Alhamdulillah sekarang aku sudah agak pulihan, meskipun lidah masih terasa licin dan rasanya kayak mau putus, gak bisa merasakan makanan, setiap yang dimakan harus dipotong kecil-kecil, sakit saat berbicara dan menelan, dan gigi terasa nyeri luar biasa, badan aku udah gak selemas kemarin. Aku juga meminimalisir penggunaan anti nyeri, kalo udah bener-bener gak tahan, baru minum. Karna efeknya terhadap lambung aku sungguh dahsyat meskipun diminum sesudah makan. Yah, ribet lah pokoknya. Kata Mama aku gak boleh kebanyakan mengeluh, harus bersyukur karna semakin hari semakin membaik.

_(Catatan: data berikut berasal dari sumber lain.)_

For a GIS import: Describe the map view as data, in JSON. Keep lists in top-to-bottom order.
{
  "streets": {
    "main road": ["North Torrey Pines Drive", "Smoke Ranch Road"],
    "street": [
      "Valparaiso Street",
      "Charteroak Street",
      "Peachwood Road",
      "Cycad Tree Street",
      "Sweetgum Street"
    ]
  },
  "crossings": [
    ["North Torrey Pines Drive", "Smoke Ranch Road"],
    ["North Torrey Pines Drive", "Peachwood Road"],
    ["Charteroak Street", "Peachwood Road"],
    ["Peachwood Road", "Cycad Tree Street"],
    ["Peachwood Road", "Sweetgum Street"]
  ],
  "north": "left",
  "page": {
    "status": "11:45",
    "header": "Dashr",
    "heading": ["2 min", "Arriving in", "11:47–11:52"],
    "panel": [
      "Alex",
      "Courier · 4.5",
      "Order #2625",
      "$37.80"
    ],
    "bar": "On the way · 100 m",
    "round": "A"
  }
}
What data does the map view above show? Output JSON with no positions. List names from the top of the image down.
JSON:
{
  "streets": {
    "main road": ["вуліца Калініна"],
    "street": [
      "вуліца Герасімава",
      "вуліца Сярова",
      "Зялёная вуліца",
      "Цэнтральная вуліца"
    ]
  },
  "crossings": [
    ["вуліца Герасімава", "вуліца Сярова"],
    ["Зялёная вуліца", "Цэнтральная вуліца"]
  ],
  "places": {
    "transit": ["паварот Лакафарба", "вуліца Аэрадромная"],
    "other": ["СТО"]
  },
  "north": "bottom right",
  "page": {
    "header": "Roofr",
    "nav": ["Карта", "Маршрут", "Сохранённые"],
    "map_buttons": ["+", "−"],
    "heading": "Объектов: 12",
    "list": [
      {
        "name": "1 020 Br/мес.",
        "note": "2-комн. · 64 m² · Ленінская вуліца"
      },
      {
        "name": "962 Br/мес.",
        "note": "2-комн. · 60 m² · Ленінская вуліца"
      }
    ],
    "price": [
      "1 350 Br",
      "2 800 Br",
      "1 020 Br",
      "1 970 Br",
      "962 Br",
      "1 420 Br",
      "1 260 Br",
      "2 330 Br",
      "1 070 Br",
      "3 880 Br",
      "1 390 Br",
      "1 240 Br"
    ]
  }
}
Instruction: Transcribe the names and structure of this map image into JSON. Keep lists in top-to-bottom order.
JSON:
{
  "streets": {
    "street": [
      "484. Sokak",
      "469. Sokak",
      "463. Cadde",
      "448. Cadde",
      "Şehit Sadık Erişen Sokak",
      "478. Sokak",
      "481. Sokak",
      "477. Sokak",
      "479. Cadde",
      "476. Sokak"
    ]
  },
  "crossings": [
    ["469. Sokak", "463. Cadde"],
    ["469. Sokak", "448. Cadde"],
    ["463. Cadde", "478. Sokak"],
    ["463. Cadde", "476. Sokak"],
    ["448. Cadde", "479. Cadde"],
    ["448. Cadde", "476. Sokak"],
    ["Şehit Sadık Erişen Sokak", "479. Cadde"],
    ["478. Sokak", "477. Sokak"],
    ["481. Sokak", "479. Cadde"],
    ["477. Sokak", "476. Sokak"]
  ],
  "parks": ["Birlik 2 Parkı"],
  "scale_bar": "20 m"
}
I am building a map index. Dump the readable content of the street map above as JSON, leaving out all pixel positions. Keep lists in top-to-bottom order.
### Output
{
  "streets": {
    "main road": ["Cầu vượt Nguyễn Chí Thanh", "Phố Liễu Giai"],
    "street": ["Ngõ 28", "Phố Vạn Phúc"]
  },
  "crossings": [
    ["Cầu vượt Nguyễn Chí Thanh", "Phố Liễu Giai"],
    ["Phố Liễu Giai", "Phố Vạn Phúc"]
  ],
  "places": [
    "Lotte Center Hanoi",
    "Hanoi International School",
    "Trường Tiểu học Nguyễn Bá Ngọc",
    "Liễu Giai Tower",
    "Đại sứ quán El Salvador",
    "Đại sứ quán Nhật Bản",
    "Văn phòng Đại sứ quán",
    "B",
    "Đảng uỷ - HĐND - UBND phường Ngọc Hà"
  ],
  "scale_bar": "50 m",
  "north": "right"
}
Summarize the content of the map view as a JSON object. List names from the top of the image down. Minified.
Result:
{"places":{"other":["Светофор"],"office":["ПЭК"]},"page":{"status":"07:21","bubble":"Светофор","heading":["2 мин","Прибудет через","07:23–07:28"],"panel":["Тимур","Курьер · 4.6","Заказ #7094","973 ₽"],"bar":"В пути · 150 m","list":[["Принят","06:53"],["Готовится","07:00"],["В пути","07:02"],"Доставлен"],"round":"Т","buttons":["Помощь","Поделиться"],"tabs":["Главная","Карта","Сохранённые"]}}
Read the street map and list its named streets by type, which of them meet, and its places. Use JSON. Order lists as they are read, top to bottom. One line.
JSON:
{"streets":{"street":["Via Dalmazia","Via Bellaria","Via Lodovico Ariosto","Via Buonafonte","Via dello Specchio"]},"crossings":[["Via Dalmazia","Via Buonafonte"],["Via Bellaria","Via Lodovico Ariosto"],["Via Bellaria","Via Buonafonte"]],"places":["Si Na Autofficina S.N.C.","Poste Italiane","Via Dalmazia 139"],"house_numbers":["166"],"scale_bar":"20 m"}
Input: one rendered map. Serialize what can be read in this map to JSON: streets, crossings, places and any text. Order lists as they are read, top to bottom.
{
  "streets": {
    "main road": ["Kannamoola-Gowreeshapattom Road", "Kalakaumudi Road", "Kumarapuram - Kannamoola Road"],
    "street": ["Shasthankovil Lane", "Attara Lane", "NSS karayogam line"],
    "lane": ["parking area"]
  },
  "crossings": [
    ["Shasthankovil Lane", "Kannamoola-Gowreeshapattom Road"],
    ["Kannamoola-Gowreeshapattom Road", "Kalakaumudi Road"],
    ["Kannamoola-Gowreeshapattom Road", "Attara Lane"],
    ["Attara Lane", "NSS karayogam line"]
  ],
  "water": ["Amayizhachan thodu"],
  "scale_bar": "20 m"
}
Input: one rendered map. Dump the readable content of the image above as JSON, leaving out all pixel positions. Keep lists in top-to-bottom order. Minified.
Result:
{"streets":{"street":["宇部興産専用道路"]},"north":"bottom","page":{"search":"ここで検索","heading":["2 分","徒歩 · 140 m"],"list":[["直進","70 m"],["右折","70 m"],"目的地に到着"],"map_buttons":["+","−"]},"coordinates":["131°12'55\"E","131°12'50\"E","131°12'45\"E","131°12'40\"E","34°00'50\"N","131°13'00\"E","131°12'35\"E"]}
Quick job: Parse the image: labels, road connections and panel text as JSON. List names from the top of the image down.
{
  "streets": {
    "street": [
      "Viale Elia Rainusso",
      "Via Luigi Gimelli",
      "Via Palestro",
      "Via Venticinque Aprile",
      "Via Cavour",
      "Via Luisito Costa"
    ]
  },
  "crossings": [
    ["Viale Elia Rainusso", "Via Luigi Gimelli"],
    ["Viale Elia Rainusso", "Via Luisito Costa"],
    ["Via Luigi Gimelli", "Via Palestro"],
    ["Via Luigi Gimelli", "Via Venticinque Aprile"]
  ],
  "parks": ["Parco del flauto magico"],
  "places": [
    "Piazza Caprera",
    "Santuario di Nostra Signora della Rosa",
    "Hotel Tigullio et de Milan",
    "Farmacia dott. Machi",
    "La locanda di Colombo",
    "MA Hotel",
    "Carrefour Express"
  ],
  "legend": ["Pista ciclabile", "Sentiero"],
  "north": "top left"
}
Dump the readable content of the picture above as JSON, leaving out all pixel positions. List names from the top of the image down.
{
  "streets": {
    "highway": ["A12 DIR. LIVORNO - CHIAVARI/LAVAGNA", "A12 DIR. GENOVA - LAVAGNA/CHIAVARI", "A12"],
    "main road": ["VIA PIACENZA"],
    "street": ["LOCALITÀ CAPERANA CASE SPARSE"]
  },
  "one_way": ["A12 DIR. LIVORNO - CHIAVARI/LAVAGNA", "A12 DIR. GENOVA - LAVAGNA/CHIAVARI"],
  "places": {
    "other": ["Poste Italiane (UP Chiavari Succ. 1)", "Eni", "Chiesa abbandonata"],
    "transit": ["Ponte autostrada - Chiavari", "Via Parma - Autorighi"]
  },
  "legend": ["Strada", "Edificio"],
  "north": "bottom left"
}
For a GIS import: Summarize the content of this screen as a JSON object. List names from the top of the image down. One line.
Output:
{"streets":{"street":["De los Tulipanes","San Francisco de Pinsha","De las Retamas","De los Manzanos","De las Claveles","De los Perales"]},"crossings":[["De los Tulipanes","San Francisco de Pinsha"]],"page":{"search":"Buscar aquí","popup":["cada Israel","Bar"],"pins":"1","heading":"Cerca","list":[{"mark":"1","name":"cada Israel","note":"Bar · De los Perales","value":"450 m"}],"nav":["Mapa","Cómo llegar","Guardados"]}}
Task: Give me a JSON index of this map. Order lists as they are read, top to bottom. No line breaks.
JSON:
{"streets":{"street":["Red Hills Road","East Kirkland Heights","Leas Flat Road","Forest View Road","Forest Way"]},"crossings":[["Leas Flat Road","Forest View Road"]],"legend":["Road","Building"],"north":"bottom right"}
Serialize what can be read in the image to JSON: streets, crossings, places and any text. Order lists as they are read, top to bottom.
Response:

Alhamdulillah, alhamdulillah, alhamdulillah.

Alhamdulillah aku bisa bangun dari bius total.

Alhamdulillah gigi aku sudah dicabut.

Alhamdulillah aku sudah melewatinya.

Dan pesanku kepada diri sendiri, bersyukurlah kalo kamu udah bisa makan dengan enak nanti. Udah gak merasakan sakit gigi bahkan saat tak melakukan apa-apa, sakit lidah saat mengunyah, dan sakit leher saat menelan. Kalau kamu udah gak tau lagi apa yang pantas disyukuri, bisa makan tanpa kesusahan itu udah nikmat yang luar biasa. Bisa merasakan manis, asin, asam, pedes. Ya allah sekarang aja nyentuhin ujung sendok ke air sambel udah bikin lidah menari. Bersyukurlah, bersyukur. Jangan terus mempertanyakan kenapa manusia harus makan tiga kali sehari karna kamu malas makan. Makan itu kebutuhan. Jadi saat kebutuhan itu terpenuhi, harus bersyukur. Oke?